Séminaire Alpage : Yoav Goldberg

Vendredi 25 Septembre 2015, 11:00 to 13:00
Organisation: 
Marie Candito (Alpage)
Lieu: 

ODG – Salle 127

Yoav Goldberg (Bar Ilan University)
Understanding Neural Word Embeddings

Neural word embeddings, such as word2vec (Mikolov et al., 2013), have become increasingly popular in both academic and industrial NLP. These methods attempt to capture the semantic meanings of words by processing huge unlabeled corpora with methods inspired by neural networks and the recent onset of Deep Learning. The result is a vector representation of every word in a low-dimensional continuous space. These word vectors exhibit interesting arithmetic properties (e.g. king - man + woman = queen) (Mikolov et al., 2013), and seemingly outperform traditional vector-space models of meaning inspired by Harris's Distributional Hypothesis (Baroni et al., 2014). Our work attempts to demystify word embeddings, and understand what makes them so much better than traditional methods at capturing semantic properties.

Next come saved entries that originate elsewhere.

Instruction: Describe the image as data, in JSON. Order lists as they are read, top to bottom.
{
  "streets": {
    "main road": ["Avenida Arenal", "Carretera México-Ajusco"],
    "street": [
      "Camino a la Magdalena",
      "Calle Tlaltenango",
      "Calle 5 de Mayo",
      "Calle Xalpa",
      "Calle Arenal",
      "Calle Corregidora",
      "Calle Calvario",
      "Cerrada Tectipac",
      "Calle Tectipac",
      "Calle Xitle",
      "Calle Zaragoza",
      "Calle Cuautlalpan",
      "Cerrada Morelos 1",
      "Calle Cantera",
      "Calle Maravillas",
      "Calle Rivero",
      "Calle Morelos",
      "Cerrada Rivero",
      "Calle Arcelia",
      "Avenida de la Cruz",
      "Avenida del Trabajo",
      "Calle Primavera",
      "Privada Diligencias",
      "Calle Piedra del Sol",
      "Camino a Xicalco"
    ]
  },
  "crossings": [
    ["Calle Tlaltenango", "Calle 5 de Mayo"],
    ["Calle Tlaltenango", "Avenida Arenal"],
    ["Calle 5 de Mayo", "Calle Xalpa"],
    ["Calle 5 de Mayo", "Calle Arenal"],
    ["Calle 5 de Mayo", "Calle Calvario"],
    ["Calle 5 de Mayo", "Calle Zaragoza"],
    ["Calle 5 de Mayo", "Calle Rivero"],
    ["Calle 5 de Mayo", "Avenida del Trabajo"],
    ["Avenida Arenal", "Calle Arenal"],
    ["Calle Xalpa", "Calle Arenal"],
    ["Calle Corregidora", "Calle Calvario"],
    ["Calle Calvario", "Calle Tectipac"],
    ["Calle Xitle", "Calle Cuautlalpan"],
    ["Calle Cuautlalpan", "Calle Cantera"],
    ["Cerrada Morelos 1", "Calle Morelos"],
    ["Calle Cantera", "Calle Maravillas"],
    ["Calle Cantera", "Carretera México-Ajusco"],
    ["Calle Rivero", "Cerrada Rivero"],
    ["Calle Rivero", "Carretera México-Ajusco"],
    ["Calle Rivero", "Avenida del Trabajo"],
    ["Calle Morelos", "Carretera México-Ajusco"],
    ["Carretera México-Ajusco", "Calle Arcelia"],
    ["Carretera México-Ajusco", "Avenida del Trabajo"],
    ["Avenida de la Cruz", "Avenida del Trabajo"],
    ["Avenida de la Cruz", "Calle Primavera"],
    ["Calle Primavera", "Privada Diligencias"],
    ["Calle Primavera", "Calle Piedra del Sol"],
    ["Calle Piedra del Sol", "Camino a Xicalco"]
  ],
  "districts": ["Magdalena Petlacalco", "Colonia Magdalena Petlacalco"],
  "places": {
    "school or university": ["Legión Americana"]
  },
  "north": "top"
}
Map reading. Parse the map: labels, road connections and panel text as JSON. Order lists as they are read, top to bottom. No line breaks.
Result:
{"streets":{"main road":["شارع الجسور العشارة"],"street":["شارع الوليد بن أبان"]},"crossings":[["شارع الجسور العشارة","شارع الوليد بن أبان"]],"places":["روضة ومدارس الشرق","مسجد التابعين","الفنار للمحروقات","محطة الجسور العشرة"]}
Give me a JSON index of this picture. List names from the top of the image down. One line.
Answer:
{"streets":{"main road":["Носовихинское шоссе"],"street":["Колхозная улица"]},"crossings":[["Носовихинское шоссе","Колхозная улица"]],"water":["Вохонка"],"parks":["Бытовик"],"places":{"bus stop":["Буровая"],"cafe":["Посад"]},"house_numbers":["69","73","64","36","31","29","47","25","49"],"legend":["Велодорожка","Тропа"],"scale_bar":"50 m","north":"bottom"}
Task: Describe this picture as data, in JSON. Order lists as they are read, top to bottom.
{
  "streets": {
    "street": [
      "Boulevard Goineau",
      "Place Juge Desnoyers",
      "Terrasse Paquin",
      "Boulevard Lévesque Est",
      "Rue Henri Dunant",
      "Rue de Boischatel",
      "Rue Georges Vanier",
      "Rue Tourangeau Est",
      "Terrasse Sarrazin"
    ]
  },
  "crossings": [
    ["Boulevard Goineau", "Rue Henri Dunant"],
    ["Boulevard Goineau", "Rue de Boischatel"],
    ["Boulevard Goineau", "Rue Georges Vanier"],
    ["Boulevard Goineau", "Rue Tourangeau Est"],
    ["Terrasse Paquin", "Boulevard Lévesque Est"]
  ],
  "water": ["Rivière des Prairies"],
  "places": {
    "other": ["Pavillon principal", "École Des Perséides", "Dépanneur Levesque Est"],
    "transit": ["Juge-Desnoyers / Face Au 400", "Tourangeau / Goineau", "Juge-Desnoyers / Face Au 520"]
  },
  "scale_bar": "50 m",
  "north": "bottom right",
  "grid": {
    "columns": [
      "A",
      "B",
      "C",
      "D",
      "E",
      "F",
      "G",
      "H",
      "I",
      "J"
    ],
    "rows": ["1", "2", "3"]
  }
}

Our main result shows that state-of-the-art word embeddings are actually "more of the same". In particular, we show that skip-grams with negative sampling, the latest algorithm in word2vec, is implicitly factorizing a word-context PMI matrix, which has been thoroughly used and studied in the NLP community for the past 20 years. We also identify that the root of word2vec's perceived superiority is a collection of design choices and hyperparameter settings, which can be ported to distributional methods, yielding similar gains. Among our qualitative results are a method for observing the salient contexts of a given word-vector, and the answer to why king - man + woman = queen. We also show task-specific extensions to the word2vec model, achieving improved accuracy for specific tasks.